Losing Battles: A Novel
- Publisher: Harcourt Brace
- Publication date: 1970
- Media type: Print (hardback)
- ISBN: 9789000001590

= Losing Battles =

1970 novel by Eudora Welty

Losing Battles: A Novel is the last novel by Eudora Welty. It was released on April 13, 1970. Its setting is two days—a Sunday and Monday morning—in a 1930s farm in Mississippi. It was her first novel to make the best seller lists, to Welty's surprise.

== Development ==
Welty wrote the novel as a challenge to herself. In an interview for The Paris Review, she said:

I wanted to see if I could do something that was new for me: translating every thought and feeling into action and speech, speech being another form of action—to bring the whole life of it off through the completed gesture, so to speak. I felt that I’d been writing too much by way of description, of introspection on the part of my characters. I tried to see if I could make everything shown, brought forth, without benefit of the author’s telling any more about what was going on inside the characters’ minds and hearts. For me, this makes almost certainly for comedy—which I love to write best of all. Now I see it might be a transition toward writing a play.

Welty set the novel in the 1930s because she wanted to write about "a family who had nothing" and the Depression provided that opportunity. Originally, she had not planned to write a novel; in the Paris Review interview she said, "I’m a short-story writer who writes novels the hard way, and by accident".

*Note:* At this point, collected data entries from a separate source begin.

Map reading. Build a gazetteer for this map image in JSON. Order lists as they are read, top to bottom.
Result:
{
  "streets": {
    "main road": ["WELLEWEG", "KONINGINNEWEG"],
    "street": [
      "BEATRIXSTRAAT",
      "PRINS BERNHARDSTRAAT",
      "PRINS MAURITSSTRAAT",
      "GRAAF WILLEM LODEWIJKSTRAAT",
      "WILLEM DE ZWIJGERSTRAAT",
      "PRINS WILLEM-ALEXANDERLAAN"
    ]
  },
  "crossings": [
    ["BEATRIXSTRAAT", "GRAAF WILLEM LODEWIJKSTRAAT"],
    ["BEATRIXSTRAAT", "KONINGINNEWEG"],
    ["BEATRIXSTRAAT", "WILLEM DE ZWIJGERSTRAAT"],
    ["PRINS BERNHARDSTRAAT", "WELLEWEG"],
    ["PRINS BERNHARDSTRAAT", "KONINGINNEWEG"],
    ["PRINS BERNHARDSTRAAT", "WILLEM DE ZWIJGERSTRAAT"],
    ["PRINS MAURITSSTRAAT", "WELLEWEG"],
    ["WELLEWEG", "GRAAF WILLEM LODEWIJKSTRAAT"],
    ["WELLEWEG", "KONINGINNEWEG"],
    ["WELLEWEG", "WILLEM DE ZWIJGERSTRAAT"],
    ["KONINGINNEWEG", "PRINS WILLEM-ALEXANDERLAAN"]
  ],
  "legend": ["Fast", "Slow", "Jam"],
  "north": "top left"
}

The novel's first edition was published on Welty's 61st birthday.

== Reception ==
The novel's reception was generally very positive, with many critics praising its "geniality and humour". New York Times reviewer and academic James Boatwright gave strong praise, calling it "a beautiful and valuable novel" which had an "overwhelming effect [that] is comic—lyrical and touching." Joyce Carol Oates was not as enthusiastic, describing it as "entertainment", and less successful at probing the characters' "psychological concerns". Scholar Larry J. Reynolds challenged that assessment, noting that "beneath its entertaining surface [is an] intense struggle for survival [...] subtly and carefully told."